Accès et assistance à la location
En 2024, le gouvernement fédéral a alloué 3,16 milliards de dollars aux communautés du pays dans le cadre du programme Continuum de soins du ministère du Logement et du Développement urbain, le plus grand investissement visant à mettre fin au sans-abrisme dans l’histoire des États-Unis.
Ce programme HUD fournit un financement et un soutien aux communautés locales pour coordonner les efforts visant à mettre fin au sans-abrisme, comme la fourniture rapide de services de relogement et de soutien aux sans-abri. Il s’agit d’une stratégie de réponse à la crise conçue pour minimiser les traumatismes associés à la vie dans la rue en replaçant les personnes dans un logement le plus rapidement possible.
Pour résoudre ce problème de manière sérieuse et durable, il faudra intensifier les solutions éprouvées, telles que l’aide au loyer et l’accès à des logements locatifs abordables. Une étude publiée par HUD en 2016 a révélé qu’accorder aux familles sans abri des subventions permanentes au logement, telles que des bons de choix de logement, était le moyen le plus efficace d’assurer la stabilité du logement à long terme.
Les bons de choix de logement couvrent la plupart des frais de loyer d’une famille, laissant les familles consacrer environ 30 % de leurs revenus au logement, sans limite de durée tant que les participants respectent les règles du programme.

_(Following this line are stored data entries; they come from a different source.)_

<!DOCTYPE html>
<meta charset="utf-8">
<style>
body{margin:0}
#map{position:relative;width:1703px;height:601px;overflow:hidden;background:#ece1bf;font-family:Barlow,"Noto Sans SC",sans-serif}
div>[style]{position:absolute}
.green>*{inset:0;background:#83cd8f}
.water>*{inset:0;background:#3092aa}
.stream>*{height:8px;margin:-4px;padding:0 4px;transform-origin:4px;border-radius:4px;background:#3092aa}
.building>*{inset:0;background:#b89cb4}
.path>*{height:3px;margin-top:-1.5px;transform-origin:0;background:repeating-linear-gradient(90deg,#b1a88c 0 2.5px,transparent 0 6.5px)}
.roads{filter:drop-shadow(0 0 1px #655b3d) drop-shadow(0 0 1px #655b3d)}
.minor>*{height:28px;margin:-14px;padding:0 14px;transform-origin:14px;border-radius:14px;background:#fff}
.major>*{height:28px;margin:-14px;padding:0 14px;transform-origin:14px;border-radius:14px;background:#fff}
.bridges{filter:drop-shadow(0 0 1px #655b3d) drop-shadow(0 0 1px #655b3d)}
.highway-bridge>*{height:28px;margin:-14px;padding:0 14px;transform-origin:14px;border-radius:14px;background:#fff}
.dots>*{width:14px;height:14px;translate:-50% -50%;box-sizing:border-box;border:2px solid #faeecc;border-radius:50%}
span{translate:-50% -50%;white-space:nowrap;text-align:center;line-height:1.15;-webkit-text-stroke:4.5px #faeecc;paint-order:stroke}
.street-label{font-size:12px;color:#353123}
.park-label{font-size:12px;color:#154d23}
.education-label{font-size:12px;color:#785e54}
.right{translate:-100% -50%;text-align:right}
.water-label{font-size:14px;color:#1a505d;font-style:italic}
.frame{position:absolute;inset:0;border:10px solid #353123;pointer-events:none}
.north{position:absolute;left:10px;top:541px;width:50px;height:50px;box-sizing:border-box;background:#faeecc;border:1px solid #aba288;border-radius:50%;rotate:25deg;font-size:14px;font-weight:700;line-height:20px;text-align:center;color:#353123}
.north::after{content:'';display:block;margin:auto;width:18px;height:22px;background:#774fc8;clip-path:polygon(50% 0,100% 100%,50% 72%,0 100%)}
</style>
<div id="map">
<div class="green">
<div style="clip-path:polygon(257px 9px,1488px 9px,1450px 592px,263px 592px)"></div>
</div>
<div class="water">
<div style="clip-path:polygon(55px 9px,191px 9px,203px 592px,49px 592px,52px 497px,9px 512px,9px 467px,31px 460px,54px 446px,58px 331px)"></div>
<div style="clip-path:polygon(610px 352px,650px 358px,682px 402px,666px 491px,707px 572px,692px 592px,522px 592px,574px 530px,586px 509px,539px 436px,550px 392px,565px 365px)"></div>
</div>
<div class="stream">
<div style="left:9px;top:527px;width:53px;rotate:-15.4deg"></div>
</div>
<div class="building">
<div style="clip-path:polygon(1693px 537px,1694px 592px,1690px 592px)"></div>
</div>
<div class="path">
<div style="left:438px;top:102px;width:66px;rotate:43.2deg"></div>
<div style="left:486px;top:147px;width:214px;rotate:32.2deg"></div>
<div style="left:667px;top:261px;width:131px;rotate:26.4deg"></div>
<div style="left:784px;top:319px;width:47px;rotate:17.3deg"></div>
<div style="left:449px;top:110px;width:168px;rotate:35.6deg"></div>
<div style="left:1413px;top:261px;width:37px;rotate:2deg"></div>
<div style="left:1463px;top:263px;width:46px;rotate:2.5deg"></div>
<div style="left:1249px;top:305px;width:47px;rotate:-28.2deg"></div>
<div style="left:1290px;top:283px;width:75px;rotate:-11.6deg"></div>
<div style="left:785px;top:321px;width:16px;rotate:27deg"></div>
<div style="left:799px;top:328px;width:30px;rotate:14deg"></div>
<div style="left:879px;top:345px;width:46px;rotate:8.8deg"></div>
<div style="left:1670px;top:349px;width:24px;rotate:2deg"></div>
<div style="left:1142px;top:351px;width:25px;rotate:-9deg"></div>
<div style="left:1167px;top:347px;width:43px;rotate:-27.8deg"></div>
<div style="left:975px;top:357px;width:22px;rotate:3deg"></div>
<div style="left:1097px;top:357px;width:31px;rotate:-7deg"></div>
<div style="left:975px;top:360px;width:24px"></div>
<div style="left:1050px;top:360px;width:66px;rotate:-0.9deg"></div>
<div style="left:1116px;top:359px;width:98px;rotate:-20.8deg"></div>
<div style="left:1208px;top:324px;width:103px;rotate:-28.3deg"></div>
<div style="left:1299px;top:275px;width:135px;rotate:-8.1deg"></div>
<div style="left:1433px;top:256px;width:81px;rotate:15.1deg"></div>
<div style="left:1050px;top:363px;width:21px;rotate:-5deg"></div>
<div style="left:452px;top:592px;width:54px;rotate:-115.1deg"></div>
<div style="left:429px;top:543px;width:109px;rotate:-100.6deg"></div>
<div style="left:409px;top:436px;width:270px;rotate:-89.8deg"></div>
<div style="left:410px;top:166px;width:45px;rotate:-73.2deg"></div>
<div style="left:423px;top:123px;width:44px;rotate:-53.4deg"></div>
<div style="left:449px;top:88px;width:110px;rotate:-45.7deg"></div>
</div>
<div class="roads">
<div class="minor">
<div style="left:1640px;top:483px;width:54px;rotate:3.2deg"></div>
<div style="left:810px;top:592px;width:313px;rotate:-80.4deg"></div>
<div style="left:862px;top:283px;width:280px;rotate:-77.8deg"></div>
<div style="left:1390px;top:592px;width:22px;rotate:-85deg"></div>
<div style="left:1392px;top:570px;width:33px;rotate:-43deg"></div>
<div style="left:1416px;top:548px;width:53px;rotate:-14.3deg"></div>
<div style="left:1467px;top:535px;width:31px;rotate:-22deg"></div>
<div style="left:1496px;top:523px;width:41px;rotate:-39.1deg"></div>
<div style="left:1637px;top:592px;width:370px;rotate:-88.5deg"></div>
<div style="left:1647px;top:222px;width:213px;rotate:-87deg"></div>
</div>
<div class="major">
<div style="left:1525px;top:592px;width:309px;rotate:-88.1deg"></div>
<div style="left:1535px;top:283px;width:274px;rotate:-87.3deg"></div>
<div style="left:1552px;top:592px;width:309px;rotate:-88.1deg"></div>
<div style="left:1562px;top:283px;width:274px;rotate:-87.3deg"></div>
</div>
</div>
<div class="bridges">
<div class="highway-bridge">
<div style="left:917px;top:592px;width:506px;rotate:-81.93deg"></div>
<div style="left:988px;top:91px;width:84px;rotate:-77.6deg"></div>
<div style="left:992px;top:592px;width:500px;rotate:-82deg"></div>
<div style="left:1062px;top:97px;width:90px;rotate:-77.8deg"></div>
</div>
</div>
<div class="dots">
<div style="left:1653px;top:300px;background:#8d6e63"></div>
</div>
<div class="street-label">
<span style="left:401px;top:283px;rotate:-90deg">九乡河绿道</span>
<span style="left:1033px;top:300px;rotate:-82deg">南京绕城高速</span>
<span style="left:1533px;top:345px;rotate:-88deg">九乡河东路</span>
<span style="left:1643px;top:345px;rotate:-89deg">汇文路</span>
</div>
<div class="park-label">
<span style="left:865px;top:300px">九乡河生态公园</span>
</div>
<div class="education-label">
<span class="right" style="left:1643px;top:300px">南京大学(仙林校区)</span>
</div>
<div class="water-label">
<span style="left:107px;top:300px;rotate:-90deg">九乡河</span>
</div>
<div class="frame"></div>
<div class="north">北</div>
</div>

L’étude HUD a révélé que par rapport à d’autres programmes à court terme, cette approche améliorait la santé mentale des participants, stabilisait les familles, soutenait le développement de l’enfant et réduisait la probabilité que les participants redeviennent sans abri.
Les campements de sans-abri suscitent des inquiétudes légitimes du public en matière de santé et de sécurité, y compris le bien-être des personnes vivant dans les camps. Mais les nettoyer et interdire le camping public ne résoudra pas le problème du sans-abrisme. À mon avis, fournir des subventions permanentes au logement, élargir l’accès à des logements abordables et mettre en œuvre des approches de logement d’abord, associées à des services de soutien, constituent une approche plus efficace et plus humaine.